Let’s define F(p)=(v1, v2, ...vn) where p is a software component and v is the version defined by the function. The example of F(p) can be LKG(p), Deployed(p), etc.
Let’s define the function to get the dependencies of a software component as D(p, v) = ((d1, v1), (d2, v2),...(dn, vn)) where p is a software component, v is a version of this software component, and (di, vi) is a dependency module di at version vi.
To generalize the design, the workers of the first queue need to implement the function F(p), while the workers of the second queue need to implement the function D(p, v).
Figure 3 illustrates our generalized pipeline design.

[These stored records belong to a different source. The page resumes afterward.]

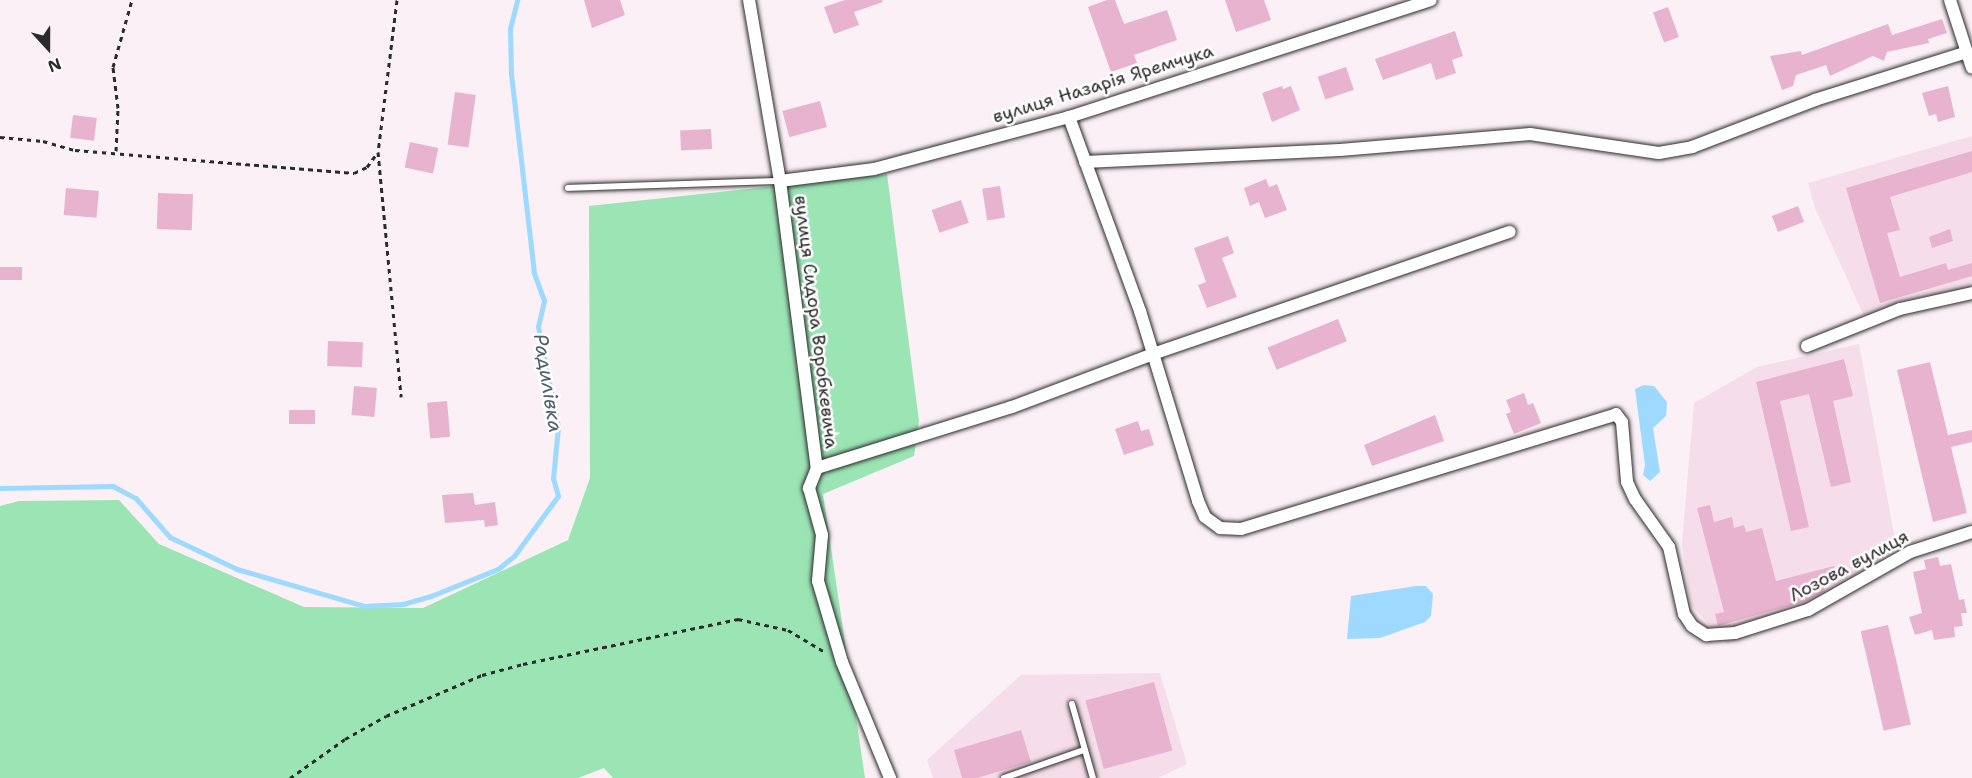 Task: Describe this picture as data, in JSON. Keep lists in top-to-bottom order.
{
  "streets": {
    "street": ["вулиця Назарія Яремчука", "вулиця Сидора Воробкевича", "Лозова вулиця"]
  },
  "crossings": [
    ["вулиця Назарія Яремчука", "вулиця Сидора Воробкевича"]
  ],
  "water": ["Радилівка"],
  "north": "bottom"
} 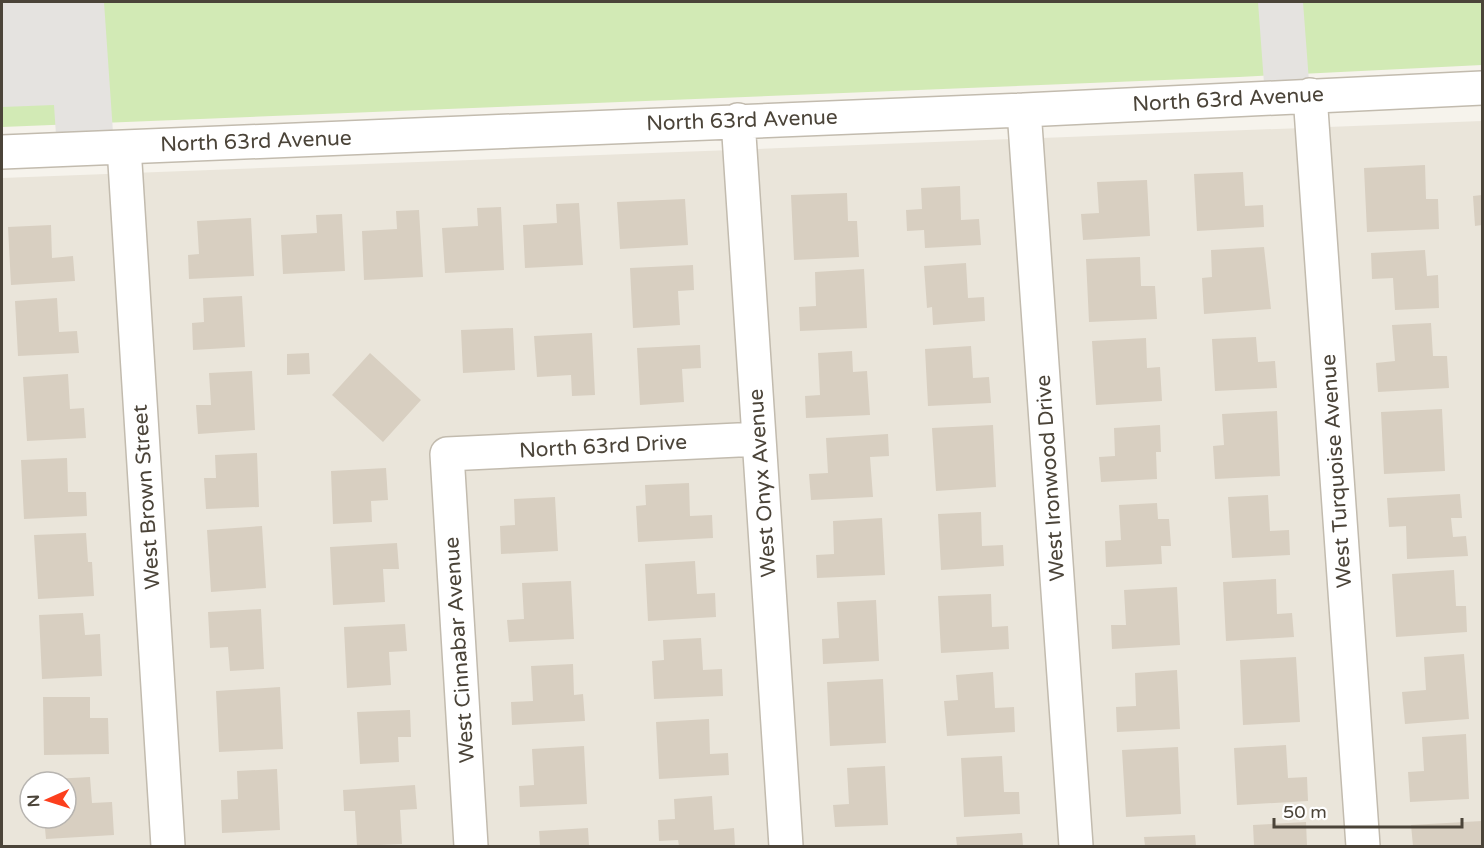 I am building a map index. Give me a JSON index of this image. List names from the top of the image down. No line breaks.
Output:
{"streets":{"street":["North 63rd Avenue","North 63rd Drive","West Turquoise Avenue","West Ironwood Drive","West Onyx Avenue","West Brown Street","West Cinnabar Avenue"]},"crossings":[["North 63rd Avenue","West Turquoise Avenue"],["North 63rd Avenue","West Ironwood Drive"],["North 63rd Avenue","West Onyx Avenue"],["North 63rd Avenue","West Brown Street"],["North 63rd Drive","West Onyx Avenue"],["North 63rd Drive","West Cinnabar Avenue"]],"scale_bar":"50 m","north":"left"} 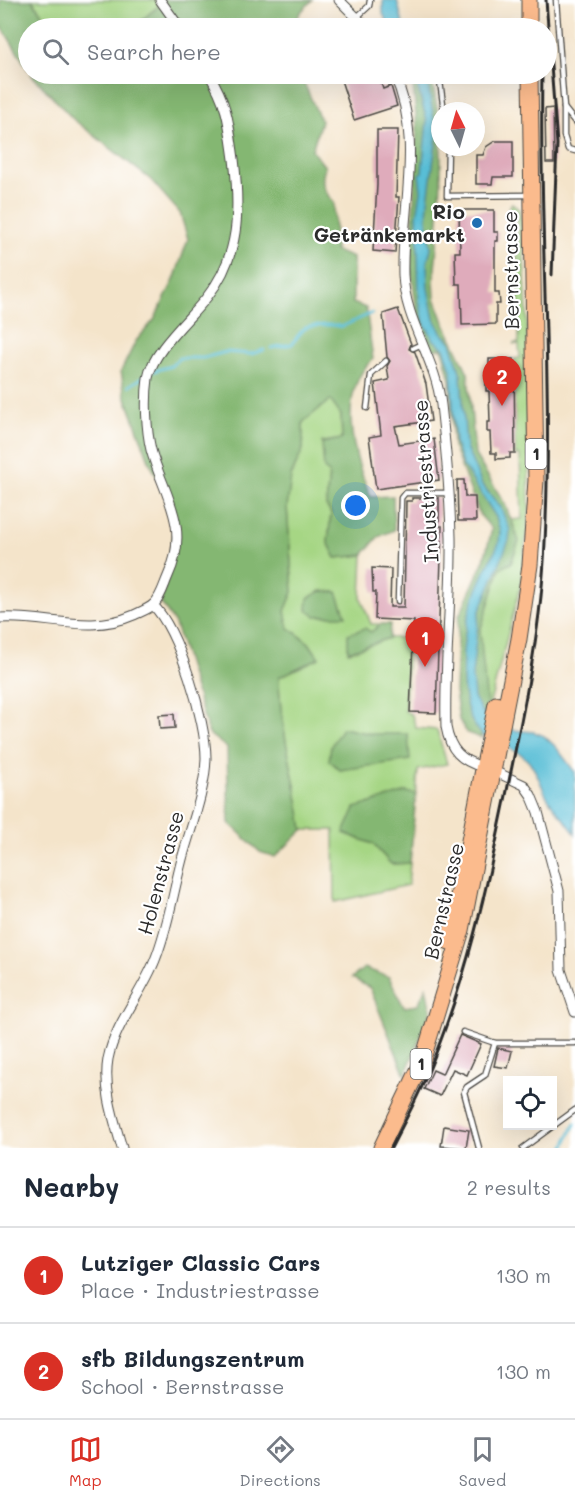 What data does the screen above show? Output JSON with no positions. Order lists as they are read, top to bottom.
{
  "streets": {
    "main road": ["Bernstrasse", "1"],
    "street": ["Industriestrasse", "Holenstrasse"]
  },
  "crossings": [
    ["Bernstrasse", "Industriestrasse"]
  ],
  "places": ["Rio Getränkemarkt"],
  "north": "top",
  "page": {
    "search": "Search here",
    "pins": ["2", "1"],
    "heading": ["Nearby", "2 results"],
    "list": [
      {
        "mark": "1",
        "name": "Lutziger Classic Cars",
        "note": "Place · Industriestrasse",
        "value": "130 m"
      },
      {
        "mark": "2",
        "name": "sfb Bildungszentrum",
        "note": "School · Bernstrasse",
        "value": "130 m"
      }
    ],
    "nav": ["Map", "Directions", "Saved"]
  }
}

Finally, with the introduction of a consumers at LKG cache, our library owners are able to track the use of internal or external libraries with a simple and fast query to our dependency service. With the success of this implementation, we are now moving to a generalized implementation, as described above, to support other similar queries that our users and our CI pipeline need answers for. LinkedIn’s engineering development requires very efficient and sophisticated dependency management; this work is just one part of that journey of continuous improvement.
Work on this feature would not be possible without the support from Irina Issayeva and Deep Majumder. We would also like to thank Nikolai Avteniev and Yiming Wang for their effort to review and give valuable feedback to this blog post.